Physicians tested, observed, re-educated, if needed

The Colorado Personalized Education for Physicians (CPEP) program in Aurora is an intense assessment, often followed by a re-education program aimed at helping the physician overcome his or her problems. Martha Illige, MD, medical director of the program and an assistant professor at the University of Colorado Health Sciences in Denver, offers this example of how the program would help a typical physician:

The physician visits the CPEP offices and undergoes two days of testing and interviews. (For contact information, see "Remedial program good for those who can improve," in this issue.) The testing includes a four-hour multiple-choice test in the physician’s specialty, plus an hour-long computerized test that measures attention, concentration, memory, and learning ability. That test can help identify neurologic conditions such as Alzheimer’s or Parkinson’s disease.

Then the physician participates in role-playing scenarios in which actors impersonate patients coming to him or her for treatment. A video camera records the interactions, and a communications consultant observes from the next room. After the patient encounters, the physician writes up chart notes just as he would in the office. 

Afterward, the physician is interviewed by three physicians in his specialty, drawn from CPEP’s bank of consultants. Prior to the interviews, the consulting physicians review actual patient charts from the subject physician’s practice. The next day, the physician spends an afternoon treating "patients" at a computerized workstation, providing treatment and ordering tests as he would in normal practice while the computer keeps track of everything the physician does or doesn’t do.

All of the testing results are reviewed, along with the peer physicians’ assessments. Several weeks later, CPEP sends a report of about 15 or 20 pages to the physician and the referring hospital or other organization.

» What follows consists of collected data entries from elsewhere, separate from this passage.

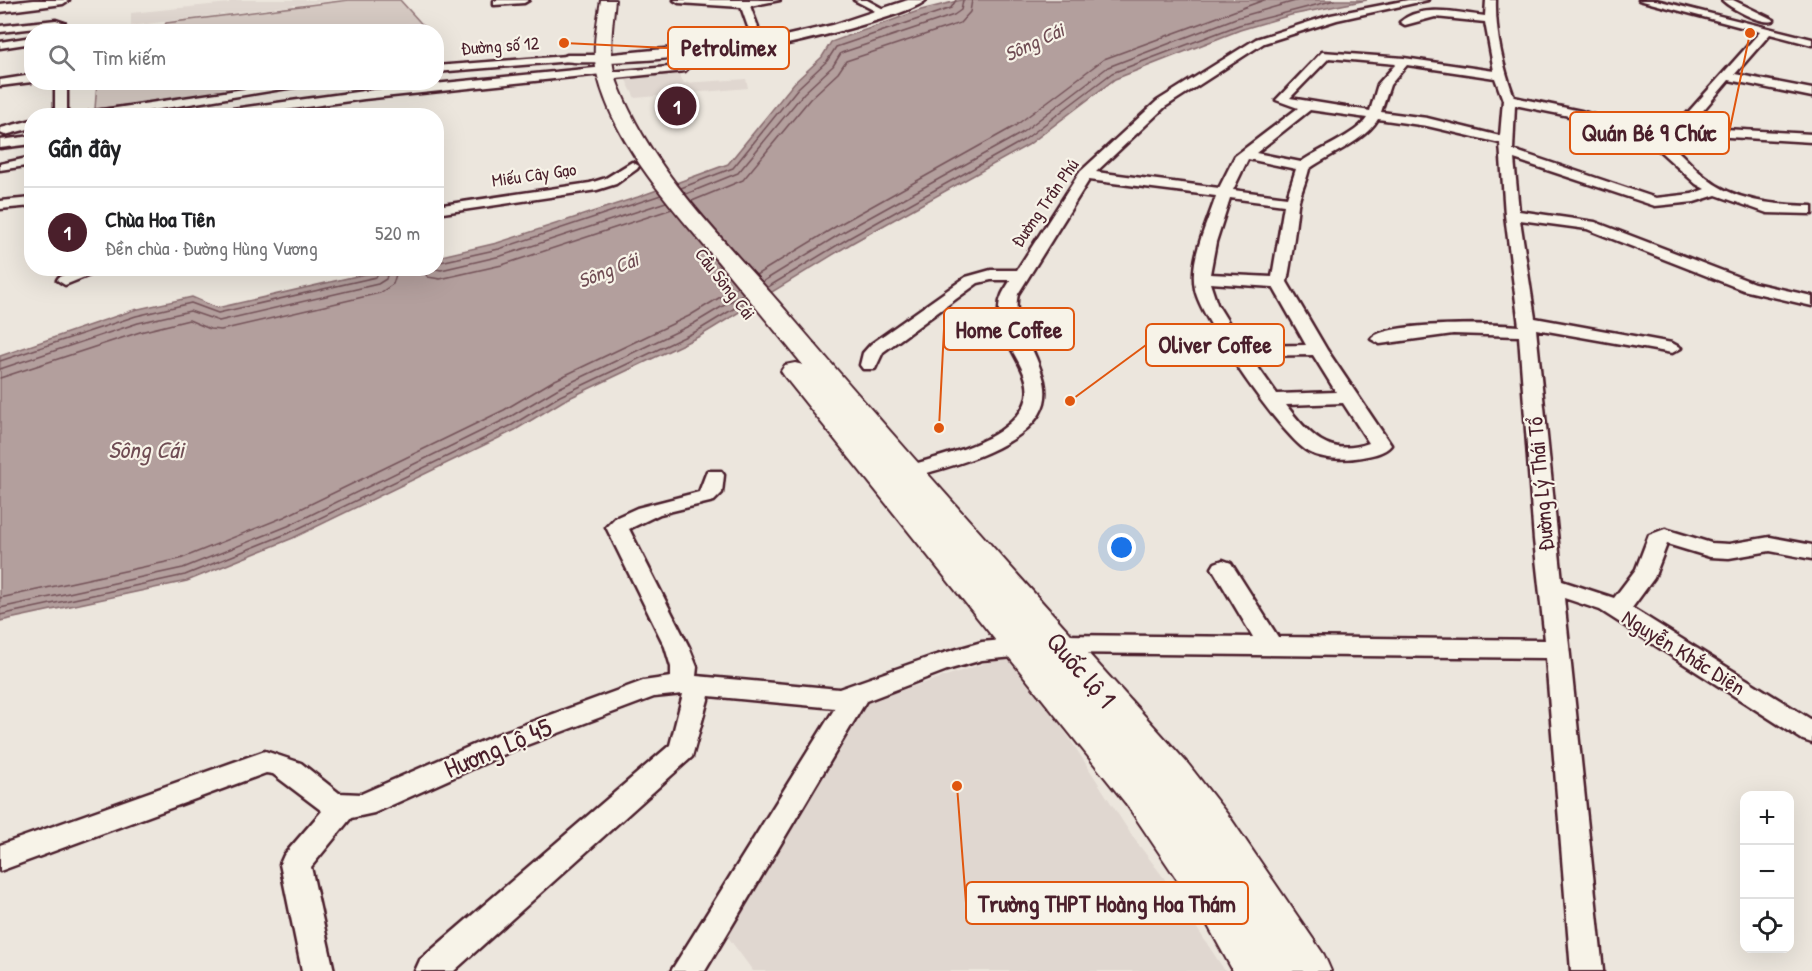 <!DOCTYPE html>
<html lang="vi">
<head>
<meta charset="utf-8">
<style>
  :root { --surface:#fff; --page:#f2f2f2; --text:#202124; --muted:#757577; --line:#e0e0e0; --accent:#4a1f2b }
  body { margin:0; font-family:"Patrick Hand",sans-serif; background:var(--page); color:var(--text) }
  .controls { position:absolute; right:18px; bottom:18px; display:grid; overflow:hidden; border-radius:12px; box-shadow:0 6px 24px #0002 }
  .controls button { width:54px; height:54px; display:grid; place-items:center; padding:0; border:0; border-bottom:2px solid var(--line); background:var(--surface); color:var(--text); font:30px sans-serif }
  .you { position:absolute; left:1122px; top:548px; width:21px; height:21px; margin:-15px; border:4px solid #fff; border-radius:50%; background:#1a73e8; box-shadow:0 0 0 9px #1a73e833 }
  .badge { display:grid; place-items:center; width:39px; height:39px; border-radius:50%; background:var(--accent); color:#fff; font-size:20px; font-weight:700 }
  .pin { position:absolute; translate:-50% -50%; border:3px solid #fff; box-shadow:0 2px 6px #0006 }
  .list { margin:0; padding:0; list-style:none }
  h2 { display:flex; justify-content:space-between; align-items:center; height:78px; margin:0; padding:0 24px; font-size:26px }
  h2 small { font-size:20px; font-weight:400; color:var(--muted) }
  .list li { display:grid; grid-template-columns:39px 1fr auto; gap:18px; align-items:center; box-sizing:border-box; height:90px; padding:0 24px; border-top:2px solid var(--line) }
  .list b { display:block; font-size:22px; white-space:nowrap }
  .list p { margin:0; font-size:20px; white-space:nowrap; color:var(--muted) }
  .list em { font-size:20px; font-style:normal; color:var(--muted) }
  .icon { flex:none; width:33px; height:33px; fill:none; stroke:currentColor; stroke-width:2; stroke-linecap:round; stroke-linejoin:round }
  .map { position:relative; flex:none; width:1812px; height:971px; overflow:hidden }
  .search { position:absolute; background:var(--surface); box-shadow:0 6px 24px #0002; left:24px; top:24px; width:420px; height:66px; display:flex; align-items:center; gap:15px; box-sizing:border-box; padding:0 21px; border-radius:24px; color:var(--muted); font-size:22px }
  .panel { position:absolute; background:var(--surface); box-shadow:0 6px 24px #0002; left:24px; top:108px; width:420px; height:168px; border-radius:24px }
  .map>svg:first-child { display:block }
  .built { fill:#e0d7d0 }
  .green { fill:#d5c9c2; stroke:#907476; stroke-width:1.5 }
  .water { fill:#b39f9d; stroke:#896c6f; stroke-width:1.5 }
  .lines { fill:none; stroke-linecap:round; stroke-linejoin:round }
  .shore { stroke:#745259; stroke-width:1.5 }
  .minor-casing { stroke:#4a1f2b; stroke-width:5 }
  .major-casing { stroke:#4a1f2b; stroke-width:5 }
  .highway-casing { stroke:#4a1f2b; stroke-width:4 }
  .minor { fill:#f7f3e8; fill-rule:evenodd }
  .major { fill:#f7f3e8; fill-rule:evenodd }
  .highway { fill:#f7f3e8; fill-rule:evenodd }
  .labels { text-anchor:middle; stroke-width:4.5; stroke-linejoin:round; paint-order:stroke }
  .far-street-label { font-size:18px; fill:#4a1f2b; stroke:#f7f3e8 }
  .far-water-label { font-size:20px; font-style:italic; fill:#6f4c53; stroke:#f7f3e8 }
  .street-label { font-size:22px; fill:#4a1f2b; stroke:#f7f3e8 }
  .water-label { font-size:24px; font-style:italic; fill:#6f4c53; stroke:#f7f3e8 }
  .near-street-label { font-size:27px; fill:#4a1f2b; stroke:#f7f3e8 }
  .leader { fill:none; stroke:#e0560e; stroke-width:2 }
  .callout-dot { fill:#e0560e; stroke:#f7f3e8; stroke-width:2 }
  .callout { fill:#f7f3e8; stroke:#e0560e; stroke-width:2 }
  .callout-label { font-size:24px; text-anchor:middle; font-weight:bold; fill:#4a1f2b }
</style>
</head>
<body>
<div class="map">
<svg width="1812" height="971" viewBox="0 0 1812 971">
  <rect width="100%" height="100%" fill="#ece6dd"/>
  <filter id="ink" filterUnits="userSpaceOnUse"><feTurbulence type="fractalNoise" baseFrequency=".0167" numOctaves="2"/><feDisplacementMap in="SourceGraphic" scale="12" xChannelSelector="R" yChannelSelector="G"/><feConvolveMatrix kernelMatrix="1 2 1 2 8 2 1 2 1" color-interpolation-filters="sRGB"/></filter>
  <g filter="url(#ink)">
    <g class="built">
      <polygon points="230,0 336,0 131,26 131,13 229,3"/>
      <polygon points="677,71 684,83 746,79 748,88 635,98 624,76"/>
      <polygon points="1010,655 1068,736 1132,836 1164,878 1225,971 753,971 722,929 869,701"/>
    </g>
    <g class="green">
      <polygon points="349,0 400,0 428,31 156,31 162,31 166,23"/>
      <polygon points="97,83 297,83 95,109"/>
    </g>
    <polygon class="water" points="961,0 1367,0 1291,15 1240,30 1115,79 1028,145 852,243 700,336 563,401 515,430 293,538 187,581 0,621 0,356 134,310 192,297 217,308 387,269 436,268 437,257 497,243 638,197 728,164 794,83 822,57 831,42 921,10"/>
    <g class="lines">
      <g class="shore">
        <polyline points="681,188 733,168 798,88 827,61 836,47 951,8 956,0"/>
        <polyline points="686,194 738,173 804,93 833,66 841,53 954,15 961,10 963,0"/>
        <polyline points="692,201 743,180 810,99 838,73 846,61 960,23 970,12 972,0"/>
        <polyline points="436,263 499,249 661,195"/>
        <polyline points="418,268 428,277 440,279 502,265 672,209"/>
        <polyline points="431,268 441,270 501,256 666,202"/>
        <polyline points="756,275 840,224 1015,126 1104,59 1264,0"/>
        <polyline points="762,282 845,231 1020,134 1108,67 1236,18 1299,0"/>
        <polyline points="768,287 849,238 1024,140 1112,73 1239,25 1335,0"/>
        <polyline points="0,361 136,316 191,303 218,313 376,277 381,268"/>
        <polyline points="0,369 138,323 190,311 219,321 378,284 386,279 389,268"/>
        <polyline points="0,378 140,332 189,320 210,329 221,330 380,293 393,284 398,268"/>
        <polyline points="0,598 180,559 284,517 504,410 553,381 689,316 737,287"/>
        <polyline points="0,608 183,568 288,526 508,418 557,389 693,324 743,294"/>
        <polyline points="0,615 185,575 291,532 512,425 560,396 697,331 748,300"/>
      </g>
      <g class="minor-casing">
        <g id="minor">
          <polygon points="498,0 529,0 524,3 494,5 494,1"/>
          <polygon points="674,0 780,0 750,6 758,27 753,30 748,27 741,7 679,3"/>
          <polygon points="854,0 867,0 887,11 879,13"/>
          <path d="M 1408,0 L 1428,0 L 1337,20 L 1264,43 L 1165,107 L 1096,172 L 1219,188 L 1235,156 L 1298,108 L 1276,100 L 1322,52 L 1404,58 L 1494,71 L 1485,22 L 1435,17 L 1405,25 L 1400,22 C 1421,3 1459,13 1485,16 L 1486,0 L 1496,0 C 1495,33 1503,67 1514,97 L 1581,111 L 1642,131 L 1675,127 L 1760,32 L 1639,0 L 1656,0 L 1812,39 L 1812,45 L 1770,34 L 1735,74 L 1812,89 L 1812,97 L 1729,80 L 1689,127 L 1812,134 L 1812,142 L 1679,134 L 1658,137 C 1677,146 1689,164 1705,177 C 1735,202 1775,205 1812,206 L 1812,214 L 1767,213 L 1716,195 L 1694,202 L 1655,206 L 1514,159 L 1519,211 L 1595,222 L 1754,283 L 1812,296 L 1812,306 L 1743,290 L 1587,229 L 1520,220 L 1535,318 L 1672,343 L 1681,348 L 1672,353 L 1536,329 L 1562,581 L 1614,598 L 1636,569 L 1649,535 L 1665,529 L 1711,543 L 1729,544 L 1770,537 L 1812,545 L 1812,559 L 1770,551 L 1729,558 L 1710,557 L 1667,544 L 1654,578 L 1632,608 L 1812,720 L 1812,743 L 1803,740 L 1600,610 L 1564,598 L 1603,971 L 1571,971 L 1546,658 L 1059,653 L 982,660 L 947,670 L 866,701 L 705,971 L 671,971 L 835,708 L 709,696 L 692,757 L 454,971 L 415,971 L 420,960 L 670,745 L 683,694 L 654,697 L 516,749 L 374,813 L 351,818 L 311,867 L 334,971 L 302,971 L 280,864 L 284,855 L 322,811 L 273,774 L 266,773 L 0,871 L 0,845 L 265,751 L 301,763 L 339,793 L 361,794 L 496,735 L 643,681 L 671,677 L 671,667 L 665,647 L 606,527 L 615,518 L 637,508 L 699,492 L 707,471 L 721,471 L 724,475 L 722,493 L 714,501 L 660,514 L 629,529 L 689,647 L 697,667 L 696,676 L 839,689 L 930,657 L 982,642 L 1059,635 L 1253,637 L 1212,568 L 1215,563 L 1223,560 L 1231,563 L 1278,637 L 1545,640 L 1534,540 L 1519,336 L 1453,334 L 1380,344 L 1371,339 C 1384,321 1495,324 1519,326 L 1505,215 L 1500,143 L 1427,126 L 1378,119 C 1364,142 1331,153 1309,169 C 1307,179 1299,197 1298,205 C 1295,231 1292,256 1287,282 L 1327,350 L 1391,445 C 1385,453 1372,455 1362,457 C 1346,460 1324,460 1309,452 C 1284,440 1199,317 1195,289 C 1189,259 1207,225 1216,196 L 1089,180 L 1018,294 C 1012,321 1027,335 1036,358 C 1042,373 1048,387 1044,403 C 1032,447 947,468 908,478 L 901,476 L 898,472 L 901,468 C 933,458 971,450 1000,431 C 1063,387 998,355 999,309 C 999,297 1005,289 1011,280 L 991,280 L 978,283 L 883,352 L 875,369 L 863,369 L 860,365 L 863,353 L 871,344 L 966,277 L 991,270 L 1017,270 L 1080,172 L 1157,101 L 1256,39 L 1331,15 ZM 1329,58 L 1396,64 L 1378,84 L 1370,111 L 1290,98 ZM 1407,65 L 1495,78 L 1503,100 L 1500,136 L 1427,118 L 1381,112 L 1390,85 ZM 1515,105 L 1574,117 L 1651,143 L 1696,184 L 1705,189 L 1692,194 L 1656,198 L 1513,150 ZM 1310,110 L 1367,118 C 1356,135 1319,149 1301,162 L 1256,153 ZM 1248,159 L 1296,169 L 1287,197 L 1233,190 ZM 1230,198 L 1284,205 L 1272,277 L 1210,274 L 1216,242 ZM 1210,283 L 1273,287 L 1306,345 L 1243,346 L 1217,304 ZM 1313,355 L 1336,392 L 1277,394 L 1250,356 ZM 1343,403 L 1369,443 C 1328,458 1309,434 1286,405 Z"/>
          <path d="M 1722,0 L 1733,0 L 1774,20 C 1765,27 1730,8 1722,0 Z"/>
          <polygon points="56,20 65,23 68,32 58,32 55,26 0,32 0,26"/>
          <polygon points="32,37 32,43 0,48 0,42"/>
          <polygon points="567,56 571,57 571,61 436,72 436,66"/>
          <polygon points="681,66 687,69 685,71 606,79 602,78 602,74 364,99 241,116 205,116 211,112 364,91 605,67 609,68 609,72"/>
          <polygon points="32,75 32,82 0,86 0,80"/>
          <rect x="55" y="82" width="12" height="34"/>
          <polygon points="292,82 324,82 117,116 83,116 89,112"/>
          <polygon points="32,120 32,128 5,135 0,133 1,128"/>
          <polygon points="32,136 32,144 0,148 0,140"/>
          <polygon points="32,157 32,165 0,170 0,164"/>
          <polygon points="632,162 639,166 637,169 616,184 597,190 436,214 436,206 590,183 606,178"/>
          <polygon points="32,198 32,206 0,209 0,201"/>
          <polygon points="82,268 107,268 65,285 57,280 59,277"/>
        </g>
      </g>
      <g class="major-casing">
        <g id="major">
          <polygon points="34,0 69,0 63,4 0,12 0,4"/>
          <path d="M 908,0 L 926,0 C 911,15 803,41 778,46 C 752,51 570,70 560,59 L 567,55 L 603,55 L 776,38 L 833,25 Z"/>
        </g>
      </g>
      <g class="highway-casing">
        <path id="highway" d="M 601,0 L 615,0 C 612,29 607,59 619,87 C 654,175 728,243 788,313 C 918,466 1054,615 1188,764 L 1231,819 L 1324,955 L 1331,971 L 1233,971 L 1207,924 L 1127,805 L 785,377 L 781,371 L 785,365 L 795,363 L 803,365 C 777,333 751,301 725,270 C 677,213 617,150 598,77 C 591,52 597,25 601,0 Z"/>
      </g>
      <use href="#minor" class="minor"/>
      <use href="#major" class="major"/>
      <use href="#highway" class="highway"/>
    </g>
  </g>
  <g class="labels">
    <g class="far-street-label">
      <text transform="translate(500 46) rotate(-4)" y="6">Đường số 12</text>
      <text transform="translate(534 175) rotate(-8)" y="6">Miếu Cây Gạo</text>
      <text transform="translate(1045 203) rotate(-55)" y="6">Đường Trần Phú</text>
      <text transform="translate(725 284) rotate(52)" y="6">Cầu Sông Cái</text>
    </g>
    <g class="far-water-label">
      <text transform="translate(1034 42) rotate(-25)" y="7">Sông Cái</text>
      <text transform="translate(608 270) rotate(-22)" y="7">Sông Cái</text>
    </g>
    <g class="street-label">
      <text transform="translate(1540 484) rotate(-95)" y="8">Đường Lý Thái Tổ</text>
      <text transform="translate(1684 652) rotate(32)" y="8">Nguyễn Khắc Diện</text>
    </g>
    <g class="water-label">
      <text x="146" y="458">Sông Cái</text>
    </g>
    <g class="near-street-label">
      <text transform="translate(1081 670) rotate(49)" y="9">Quốc lộ 1</text>
      <text transform="translate(498 748) rotate(-23)" y="9">Hương Lộ 45</text>
    </g>
  </g>
  <path class="leader" d="M564 43L668 48M1750 33L1729 133M939 428L944 329M1070 401L1146 345M957 786L966 903"/>
  <g class="callout-dot">
    <circle cx="564" cy="43" r="6"/>
    <circle cx="1750" cy="33" r="6"/>
    <circle cx="939" cy="428" r="6"/>
    <circle cx="1070" cy="401" r="6"/>
    <circle cx="957" cy="786" r="6"/>
  </g>
  <g class="callout">
    <rect x="668" y="27" width="121" height="42" rx="6"/>
    <rect x="1570" y="112" width="159" height="42" rx="6"/>
    <rect x="944" y="308" width="130" height="42" rx="6"/>
    <rect x="1146" y="324" width="138" height="42" rx="6"/>
    <rect x="966" y="882" width="282" height="42" rx="6"/>
  </g>
  <g class="callout-label">
    <text x="729" y="56">Petrolimex</text>
    <text x="1649" y="141">Quán Bé 9 Chức</text>
    <text x="1009" y="338">Home Coffee</text>
    <text x="1215" y="353">Oliver Coffee</text>
    <text x="1107" y="912">Trường THPT Hoàng Hoa Thám</text>
  </g>
</svg>
<div class="controls">
<button>+</button>
<button>−</button>
<button><svg class="icon" aria-label="locate" viewBox="0 0 24 24"><circle cx="12" cy="12" r="6"/><path d="M12 2v4M12 18v4M2 12h4M18 12h4"/></svg></button>
</div>
<div class="you"></div>
<div class="pin badge" style="left:677px;top:106px">1</div>
<div class="search"><svg class="icon" aria-label="search" viewBox="0 0 24 24"><circle cx="10" cy="10" r="6"/><path d="M15 15l6 6"/></svg>Tìm kiếm</div>
<section class="panel">
<h2>Gần đây<small></small></h2>
<ul class="list">
<li><span class="badge">1</span><div><b>Chùa Hoa Tiên</b><p>Đền chùa · Đường Hùng Vương</p></div><em>520 m</em></li>
</ul>
</section>
</div>
</body>
</html>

The report concludes that the physician has serious deficiencies in certain areas but could be helped by some remedial education. The referring hospital and the physician agree to a plan in which he submits cases to a preceptor for regular reviews, attends a number of medical conferences each year, and spends an hour each morning reading medical journals and discussing them with his preceptor.

A year later, the physician returns to Colorado for another two-day assessment, where it’s determined that he is much improved but still lacking somewhat in specific areas. This time, CPEP recommends he continue working on those issues on his own, with no formal supervision.